Dan kali ini, yang harus kukorbankan adalah pisah sementara waktu dengan
keluarga dan sahabat-sahabatku untuk mengarungi mimpi yang sudah kususun, insya
Allah lanjut S2. Banyak yang mengatakan “you are so brave”, tapi menurutku ini
adalah sebuah kenekatan. Kita harus keluar dulu dari zona nyaman yang selama
ini kita yakini untuk mendapatkan zona yang lebih nyaman. Bukankah hidup terus
berlanjut dan dunia tempat kita berpijak terus berputar, itu berarti tidak ada
yang abadi di dunia ini, segalanya akan dan harus berubah. Maka untuk mengikuti
perubahan itu, kita juga harus melangkah. Setidaknya itulah pemahamanku
sekarang. Aku harus terus memperbaiki kualitas diri. Kata pepatah, segalanya
tidak ada yang abadi di dunia ini, maka ketika dia datang nikmatilah dan ketika
dia pergi lepaskanlah. Selalu ada celah untuk bersyukur atas kurnia-Nya.
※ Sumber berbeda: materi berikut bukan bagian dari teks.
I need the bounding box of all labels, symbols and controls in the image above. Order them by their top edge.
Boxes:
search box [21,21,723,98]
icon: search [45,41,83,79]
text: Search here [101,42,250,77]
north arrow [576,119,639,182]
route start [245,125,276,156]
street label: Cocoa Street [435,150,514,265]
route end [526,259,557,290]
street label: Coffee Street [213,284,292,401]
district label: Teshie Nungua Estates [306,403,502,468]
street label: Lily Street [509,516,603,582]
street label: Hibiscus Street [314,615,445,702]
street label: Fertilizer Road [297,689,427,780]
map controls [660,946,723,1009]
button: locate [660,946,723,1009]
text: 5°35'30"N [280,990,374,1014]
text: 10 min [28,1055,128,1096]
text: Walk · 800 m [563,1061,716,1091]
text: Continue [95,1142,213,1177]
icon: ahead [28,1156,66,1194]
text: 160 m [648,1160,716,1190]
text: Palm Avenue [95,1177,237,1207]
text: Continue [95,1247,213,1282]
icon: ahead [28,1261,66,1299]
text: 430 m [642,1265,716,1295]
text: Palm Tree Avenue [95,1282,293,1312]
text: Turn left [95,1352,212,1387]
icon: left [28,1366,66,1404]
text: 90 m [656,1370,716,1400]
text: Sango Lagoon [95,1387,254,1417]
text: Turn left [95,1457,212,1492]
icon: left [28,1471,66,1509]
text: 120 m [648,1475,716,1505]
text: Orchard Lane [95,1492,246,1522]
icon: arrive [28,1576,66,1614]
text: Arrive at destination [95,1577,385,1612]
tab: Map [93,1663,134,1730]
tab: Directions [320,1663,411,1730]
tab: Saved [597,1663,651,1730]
Allah
sang Pemegang Hidup, yang cinta-Nya tak pernah putus untuk kita
hamba-hamba-Nya. Aku yakin momen ini akan menjadi sebuah coretan kecil untuk “my unforgettable moment”.
Sebelum
ke Bandung, aku di Pare Kediri dulu 2 bulan, ikut kursus bahasa Inggris untuk
mempermantap TOEFL_syarat penting lanjut S2_. Di sana hidupku benar-benar
indah. Mau ke mana-mana pake kendaraan pribadi (sepeda), jadi gak ada yang
namanya BT. Teman-temanku juga sangat baik dan sepertinya kami sudah kenal
lama. Makanannya sehat dan murah. Pokoknya, jempol deh buat Pare, one packaging is the best. Tapi, seperti yang kubilang tadi, segala sesuatu
dinamis, gak statis. So, life must go on.
Saat tiba untuk dinikmati, maka nikmatilah tapi sesuatu itu harus ditinggalkan
suatu saat. Begitu pula dengan kenyamanan di Pare. Tujuan akhir harus tetap
jadi prioritas. Meskipun keadaannya beda banget dengan di Bandung, hidup
individual dan mahal, tapi aku yakin ada potongan yang juga akan memberi kisah
tersendiri. Setiap sesuatu memiliki sisi positif yang layak diabadikan dan sisi
negative yang harus diambil hikmahnya. Paling tidak kesendirianku ini aku
gunakan untuk belajar dalam diam dan sunyi, termasuk muhasabah diri. Tidak
boleh ada kata mengeluh di sini, karena ini adalah konsekuensi yang harus
kuterima dari keputusanku. Allahumma
yassir wa laa tu’assir, innallaha ma’ana, fainna ma’al usri yusra. . .
Bandung,
10 April 2013, Pukul 13.29. . .
Hari
ini adalah H-2 dari tanggal tes TOEFL ku dan H-3 dari tes TPA. Deg-degan nya
makin kerasa, apalagi kalo mengingat kemampuanku. Ya Allah, kenapa aku tambah
pesimis gini. Apalagi sekarang, mendekati hari H, aku makin gak bisa tidur
ngebayanginnya. Tapi tadi temanku mengatakan kalo rejeki itu gak akan ke mana,
sudah ada yang atur. Bener juga sih. Insya Allah semuanya akan baik-baik saja,
yang penting aku udah berusaha dan berdoa, “ Human proposes, God disposes”. Semangat karena Allah….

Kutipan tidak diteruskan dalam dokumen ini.